The only problem being that none of them actually worked…
All the examples I found started by programmatically adding the event source and then writing the actual entry. In order to do this in Windowx XP SP2 and Windows Server 2003 you need to be an administrator. Or at least have a very specific right that only administrators have. (There’s an impressingly complex way of adding this right to any user found at microsoft support). Since asp.net usually doesn’t run as an admin we have a problem.

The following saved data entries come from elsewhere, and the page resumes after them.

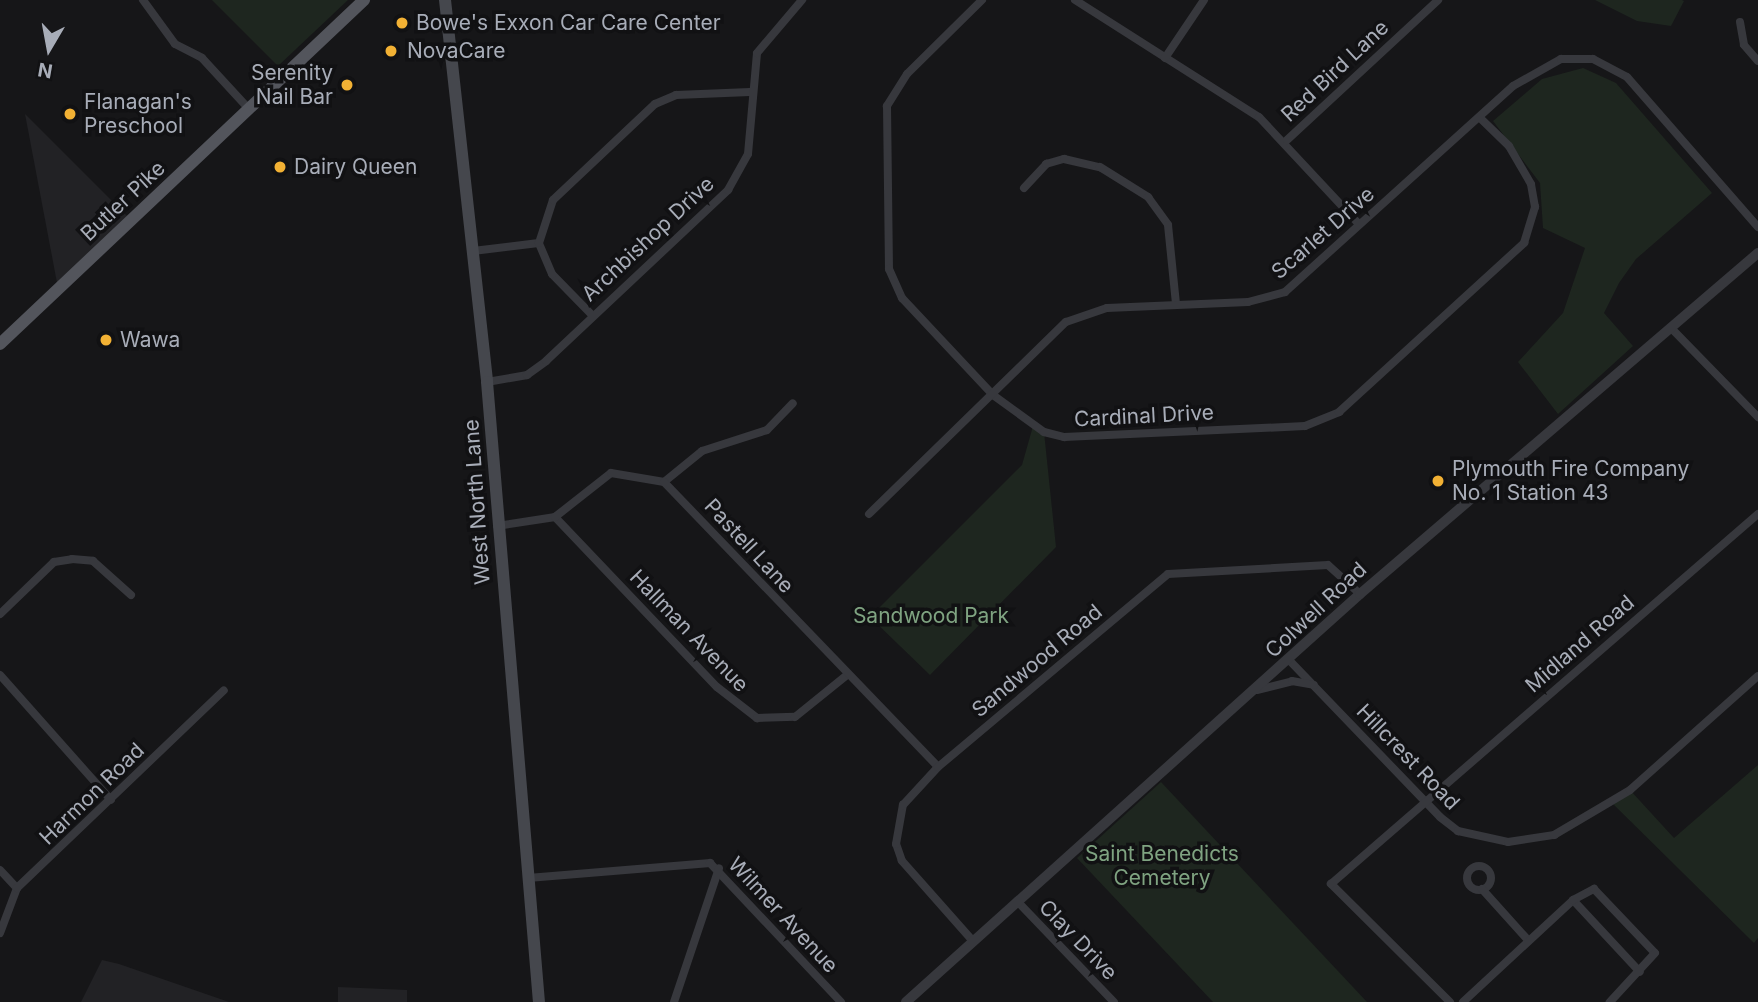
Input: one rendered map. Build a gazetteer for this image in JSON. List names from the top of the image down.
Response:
{
  "streets": {
    "main road": ["Butler Pike", "West North Lane"],
    "street": [
      "Red Bird Lane",
      "Scarlet Drive",
      "Archbishop Drive",
      "Cardinal Drive",
      "Pastell Lane",
      "Colwell Road",
      "Hallman Avenue",
      "Midland Road",
      "Sandwood Road",
      "Hillcrest Road",
      "Harmon Road",
      "Wilmer Avenue",
      "Clay Drive"
    ]
  },
  "crossings": [
    ["Scarlet Drive", "Cardinal Drive"],
    ["Archbishop Drive", "West North Lane"],
    ["West North Lane", "Wilmer Avenue"],
    ["Pastell Lane", "Hallman Avenue"],
    ["Pastell Lane", "Sandwood Road"],
    ["Colwell Road", "Sandwood Road"],
    ["Colwell Road", "Hillcrest Road"],
    ["Colwell Road", "Clay Drive"],
    ["Midland Road", "Hillcrest Road"]
  ],
  "parks": ["Sandwood Park", "Saint Benedicts Cemetery"],
  "places": [
    "Bowe's Exxon Car Care Center",
    "NovaCare",
    "Serenity Nail Bar",
    "Flanagan's Preschool",
    "Dairy Queen",
    "Wawa",
    "Plymouth Fire Company No. 1 Station 43"
  ],
  "north": "bottom"
}
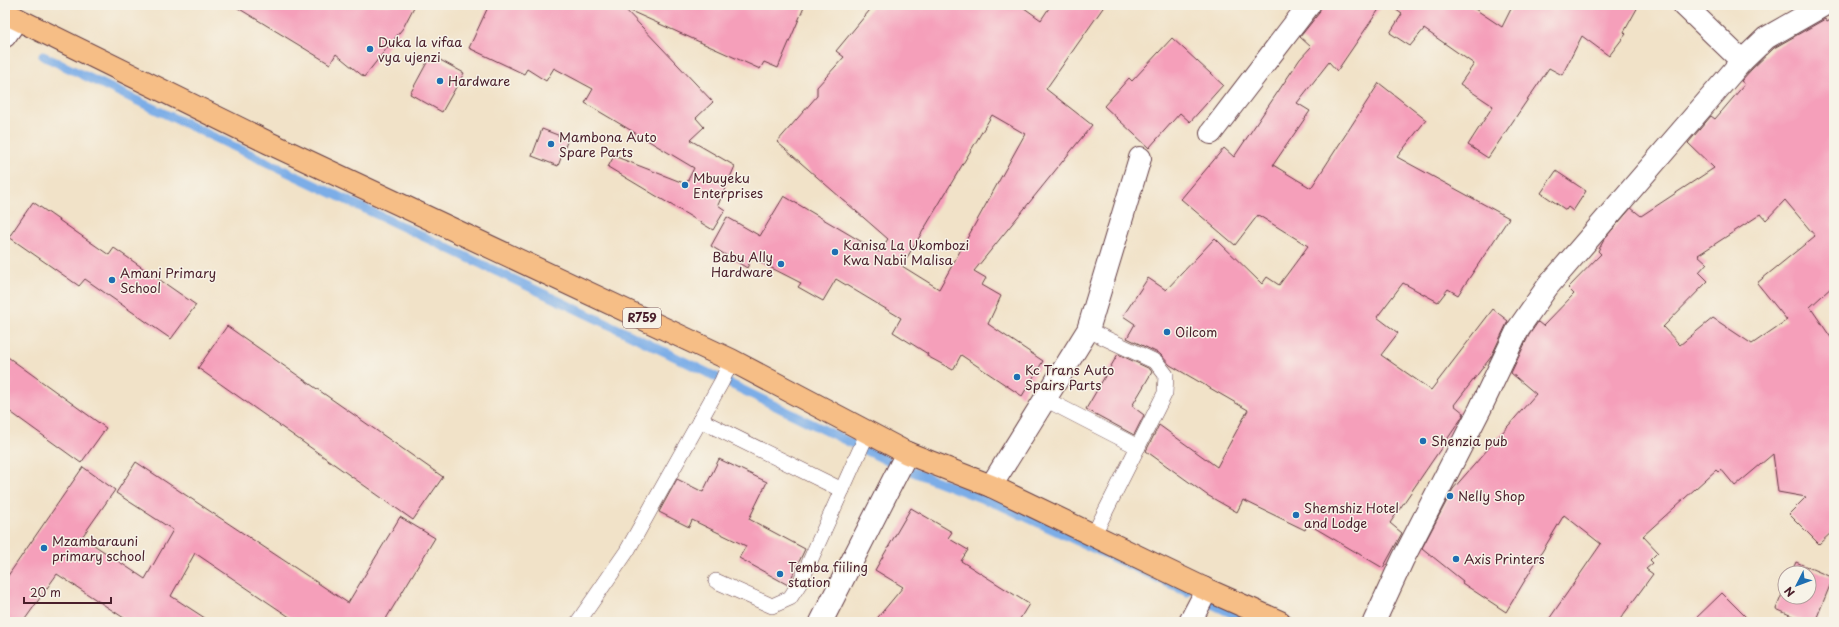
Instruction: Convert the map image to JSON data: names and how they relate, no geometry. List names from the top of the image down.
{
  "streets": {
    "main road": ["R759"]
  },
  "places": [
    "Duka la vifaa vya ujenzi",
    "Hardware",
    "Mambona Auto Spare Parts",
    "Mbuyeku Enterprises",
    "Kanisa La Ukombozi Kwa Nabii Malisa",
    "Babu Ally Hardware",
    "Amani Primary School",
    "Oilcom",
    "Kc Trans Auto Spairs Parts",
    "Shenzia pub",
    "Nelly Shop",
    "Shemshiz Hotel and Lodge",
    "Mzambarauni primary school",
    "Axis Printers",
    "Temba fiiling station"
  ],
  "scale_bar": "20 m",
  "north": "bottom left"
}
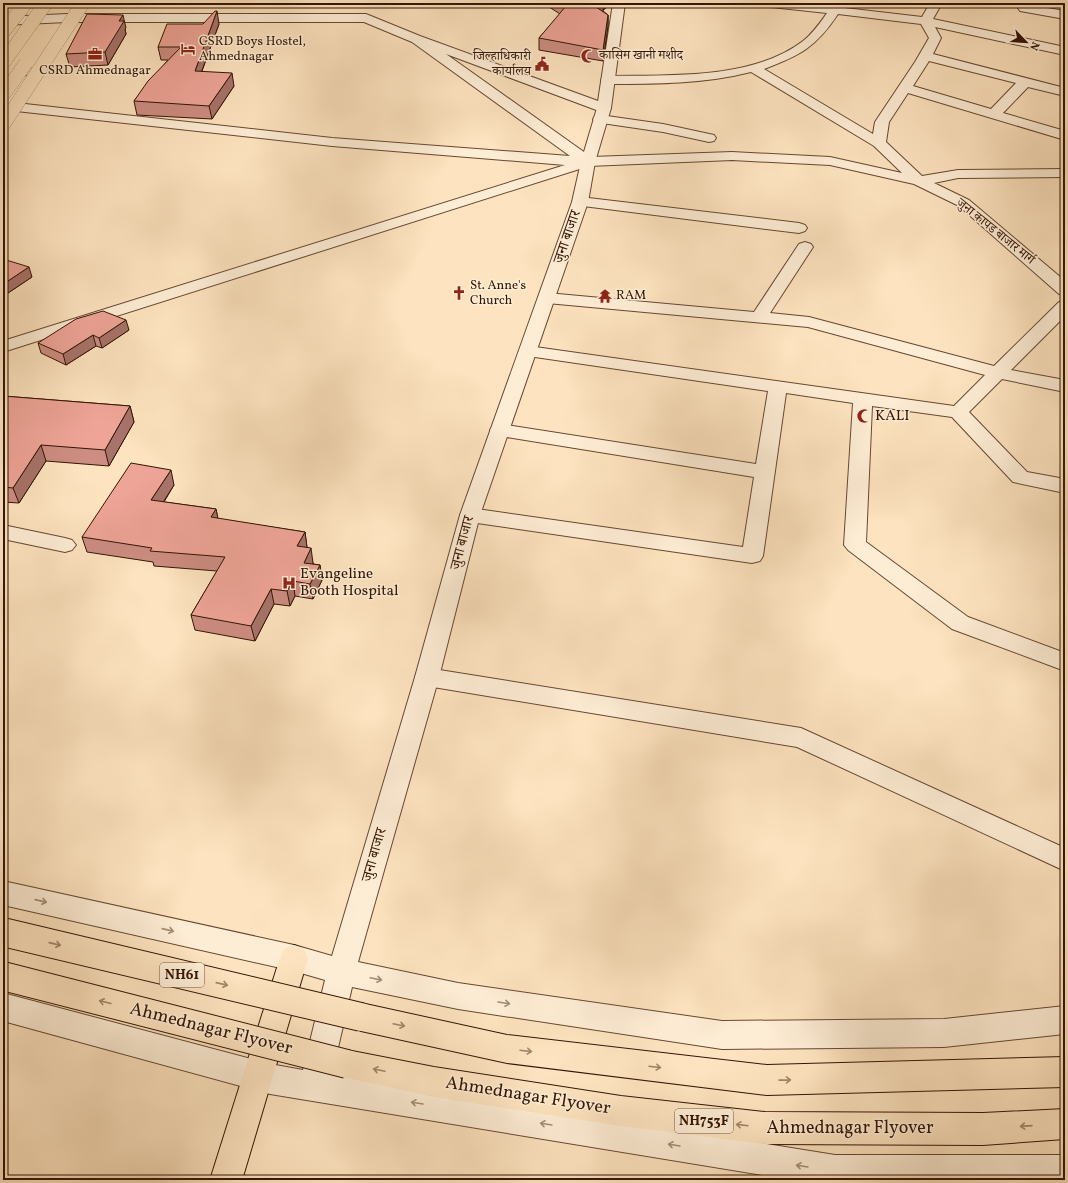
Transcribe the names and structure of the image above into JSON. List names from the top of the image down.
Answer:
{
  "streets": {
    "main road": ["NH61", "Ahmednagar Flyover", "NH753F"],
    "street": ["जुना कापड बाजार मार्ग", "जुना बाजार"]
  },
  "places": {
    "hotel": ["CSRD Boys Hostel, Ahmednagar"],
    "office": ["CSRD Ahmednagar"],
    "mosque": ["कासिम खानी मशीद", "KALI"],
    "public building": ["जिल्हाधिकारी कार्यालय"],
    "church": ["St. Anne's Church"],
    "temple": ["RAM"],
    "hospital": ["Evangeline Booth Hospital"]
  },
  "north": "bottom right"
}
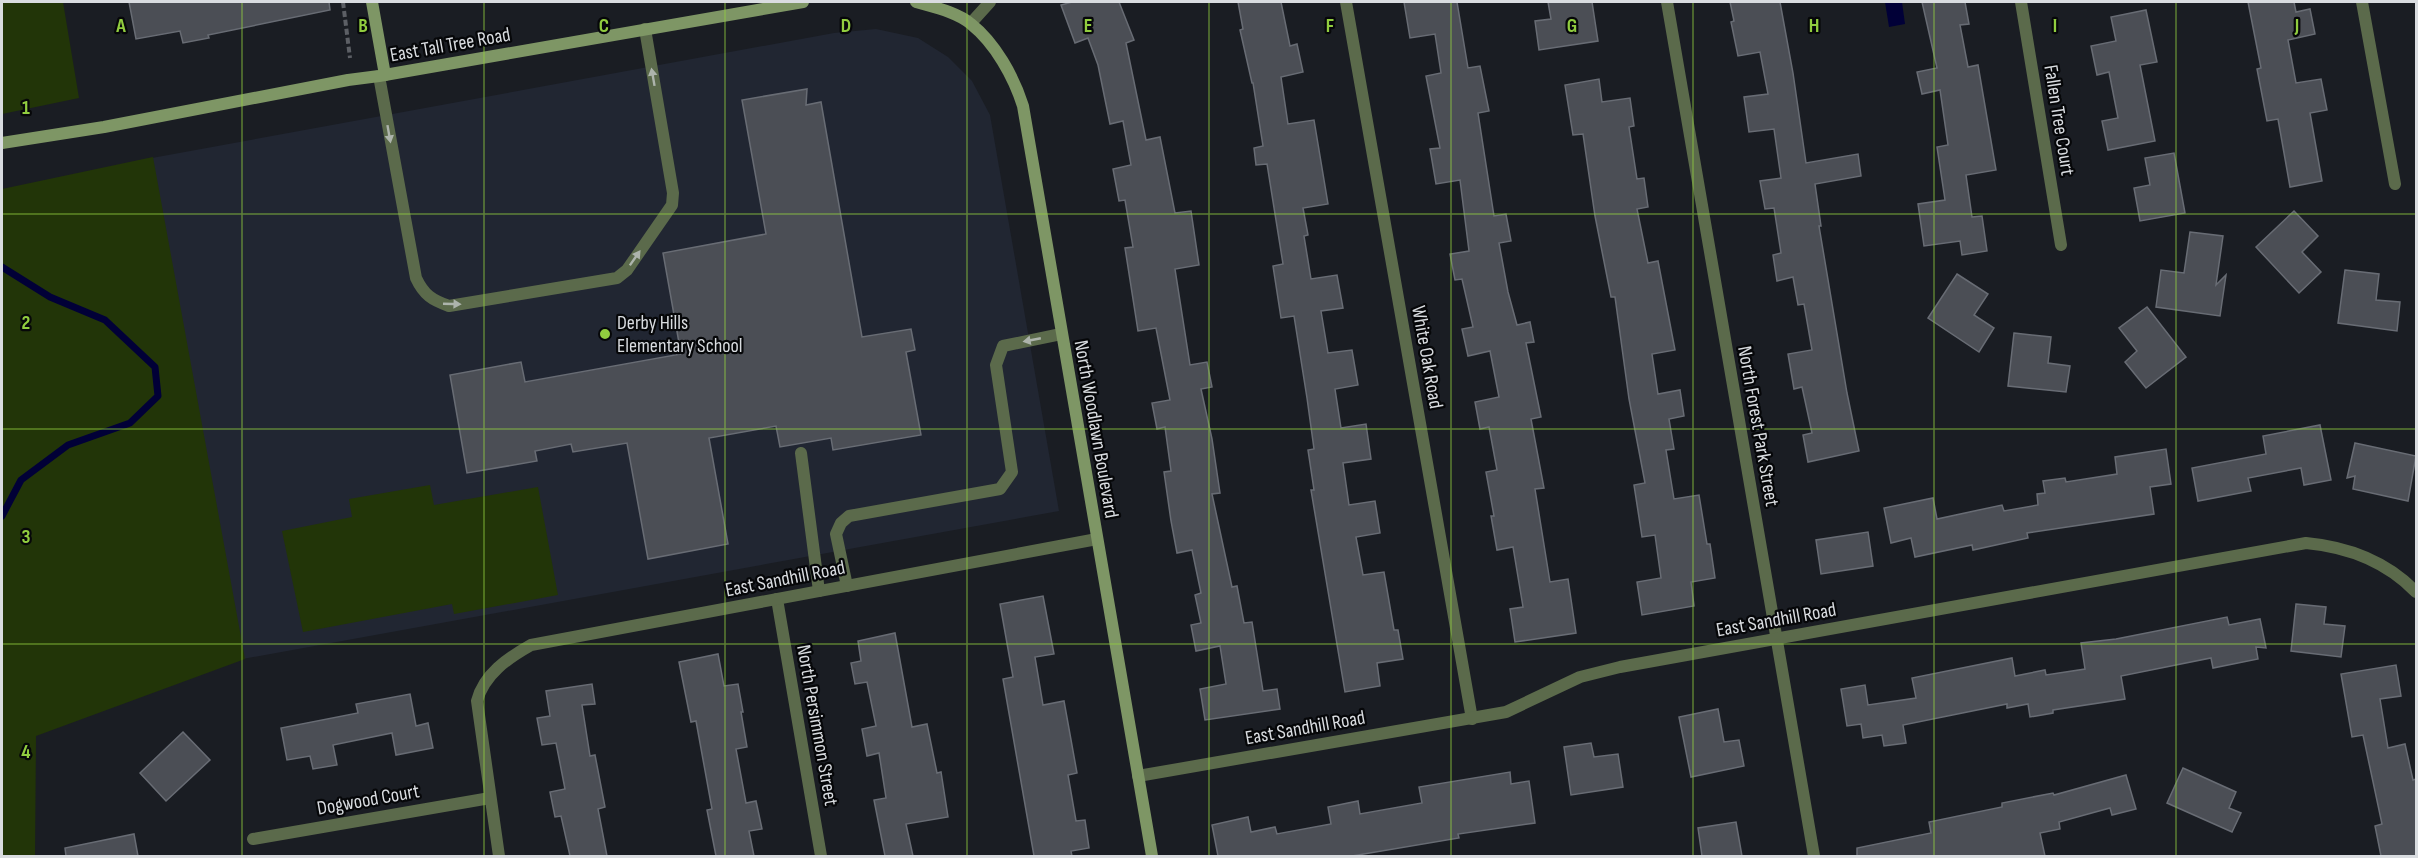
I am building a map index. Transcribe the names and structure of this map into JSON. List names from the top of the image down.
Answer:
{
  "streets": {
    "street": [
      "East Tall Tree Road",
      "Fallen Tree Court",
      "White Oak Road",
      "North Forest Park Street",
      "North Woodlawn Boulevard",
      "East Sandhill Road",
      "North Persimmon Street",
      "Dogwood Court"
    ]
  },
  "crossings": [
    ["White Oak Road", "East Sandhill Road"],
    ["North Forest Park Street", "East Sandhill Road"],
    ["North Woodlawn Boulevard", "East Sandhill Road"],
    ["East Sandhill Road", "North Persimmon Street"],
    ["East Sandhill Road", "Dogwood Court"]
  ],
  "places": ["Derby Hills Elementary School"],
  "grid": {
    "columns": [
      "A",
      "B",
      "C",
      "D",
      "E",
      "F",
      "G",
      "H",
      "I",
      "J"
    ],
    "rows": [
      "1",
      "2",
      "3",
      "4"
    ]
  }
}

So, while I was contemplating the suggested procedure I stumbled across a posting that stated the obvious: since it’s only the actual creation of the event source that requires admin-rights, you create the event source at installation time, as an admin, and then an ordinary user account can add entries to the event log.
The proper solution is to create a key in HKEY_LOCAL_MACHINE\SYSTEM\CurrentControlSet\Services\Eventlog\Application\ . The key’s name being the event source’s. And thats all that’s needed. It is useful though, to add an “expandable string value”, REG_EXPAND_SZ, with the value: “%SYSTEMROOT%\Microsoft.NET\Framework\[framework version goes here]\EventLogMessages.dll”. This prevents the annoying “a description for this event can’t be found etc”.
Export this as a .reg-file and you have an easy setup.